While this year's 3D match engine hasn't made quite the same strides as FIFA Manager 08's, improvements are again evident, most notably in the form of a superbly unobtrusive and intuitive menu system, which lets you issue orders without ever leaving the action. 3D matches can be viewed either in their entirety (with each match lasting about 10 minutes) or via a set of match highlights. While the action lacks the sublime realism of Football Manager, games are eminently watchable and, at times, even thrilling. Players move the ball around intelligently while there's a discernible difference in the playing styles of a darting winger and an intelligent playmaker. Sadly, the treacle-like player movements that dampened the excitement in FIFA Manager 08 is again present here, as is a lack of animation variety that restricts the number of skills players can perform.
While the match engine may not stack up to Football Manager 2009's, the same can't be said for the rest of the game.

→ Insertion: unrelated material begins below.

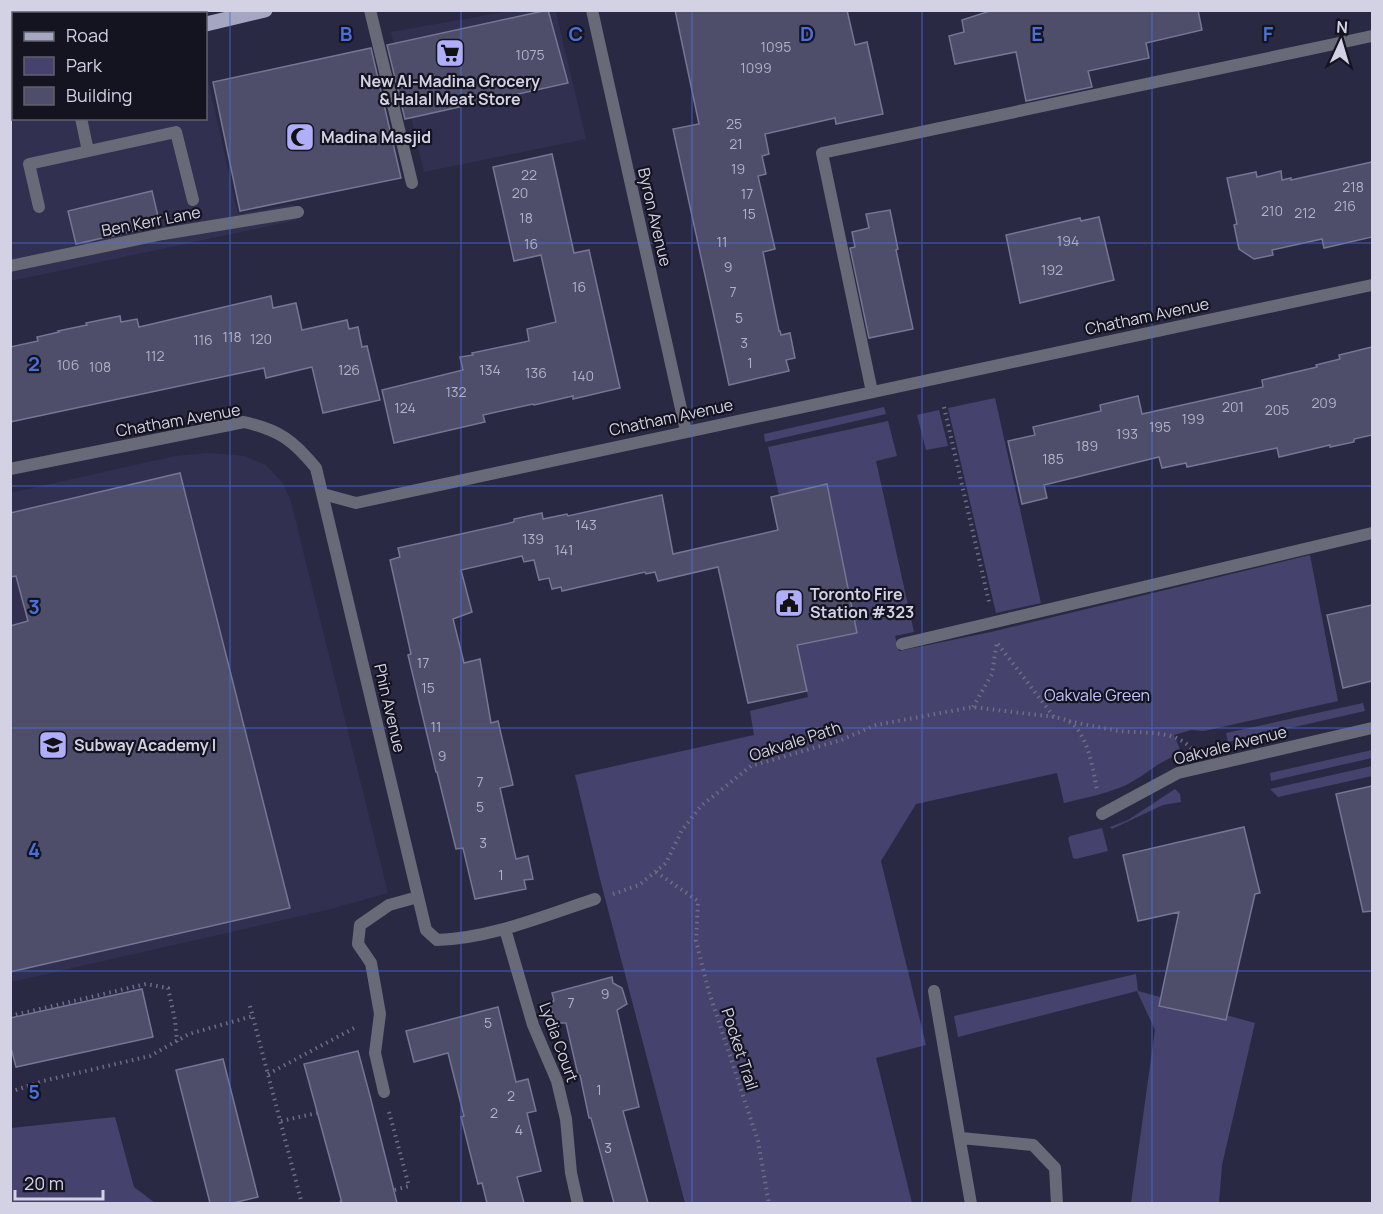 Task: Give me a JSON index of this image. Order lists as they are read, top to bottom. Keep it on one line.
{"streets":{"street":["Byron Avenue","Ben Kerr Lane","Chatham Avenue","Phin Avenue","Oakvale Avenue","Lydia Court"],"path":["Oakvale Path","Pocket Trail"]},"crossings":[["Byron Avenue","Chatham Avenue"],["Chatham Avenue","Phin Avenue"],["Phin Avenue","Lydia Court"],["Oakvale Path","Pocket Trail"]],"parks":["Oakvale Green"],"places":{"supermarket":["New Al-Madina Grocery & Halal Meat Store"],"mosque":["Madina Masjid"],"public building":["Toronto Fire Station #323"],"school or university":["Subway Academy I"]},"house_numbers":["1095","1075","1099","25","21","19","22","218","20","17","216","210","212","15","18","194","11","16","9","192","16","7","5","118","120","116","3","112","1","106","108","126","134","136","140","132","209","201","124","205","199","195","193","189","185","143","139","141","17","15","11","9","7","5","3","1","9","7","5","1","2","2","4","3"],"legend":["Road","Park","Building"],"scale_bar":"20 m","north":"top","grid":{"columns":["B","C","D","E","F"],"rows":["2","3","4","5"]}}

Developer Bright Future has managed to cram an impressive array of options into its latest creation, and if you're looking for a club rather than a team management simulation, then this is the most comprehensive option out there. Despite the game's enormity, you rarely feel overawed thanks to some quality customisation options that let you to define your level of your day-to-day involvement, whether you're looking to be a player/manager/chief executive hybrid or just someone who picks the team and tactics.
There's an impressive number of licensed leagues (over 150), clubs (over 3,500) and real world players (29,000), with player stats adequately reflecting real-world attributes, though on-pitch likenesses are minimal. If you're looking to truly test your club-management credentials then you can even create your own team, replete with a custom-made stadium, club badge and an auto-generated squad of journeymen that you must somehow lead to glory.

Change your tactics at any time without leaving the 3D action.
One striking difference from last year is just how much cleaner and more accessible everything is. A drop-down menu and tabbed screens allow instant access to every management option. Newcomers are likely to struggle initially, but it only takes a few hours to become accustomed to where everything is and how it all works, with the game moving along at a decent clip despite its complexity. Player feedback has also been bolstered and it's now clearer how your decisions and press comments are influencing your squad, chairman and fans' opinions of you.
Another marked change can be found on the match tactics screen. Whether you prefer this new layout is going to be very much a matter of personal taste. While the process of issuing individual and player orders has been streamlined, the downside is a somewhat diminished level of control over defensive and offensive phase strategies. Training remains as intuitive as it ever has, with a selection of mental and physical skills available for your players to perfect, with regular feedback updates informing you of who is training well and who's being a lazy git.
Keeping tabs on your personal progress is made simple by an excellent summary page that informs you of where you're falling short and which areas you need to address e.g. staff, player communication etc., with a single click transporting you to the associated screen. Other decent feedback features include confidence bars that display how your players, board and supporters feel about you while newspaper reports provide results roundups and transfer gossip. In fact it's testament to FIFA Manager 09's excellent levels of feedback that you're rarely left in any doubt as to how your career is progressing or where you need to improve.
Transfer and contract negotiations are decent though lack the depth of Football Manager, and there are also some valuation discrepancies, especially for players in the final year of their contracts. The good news is that a youth transfer market has been added, allowing you to concentrate on nurturing young blood in order to lay a foundation for future success.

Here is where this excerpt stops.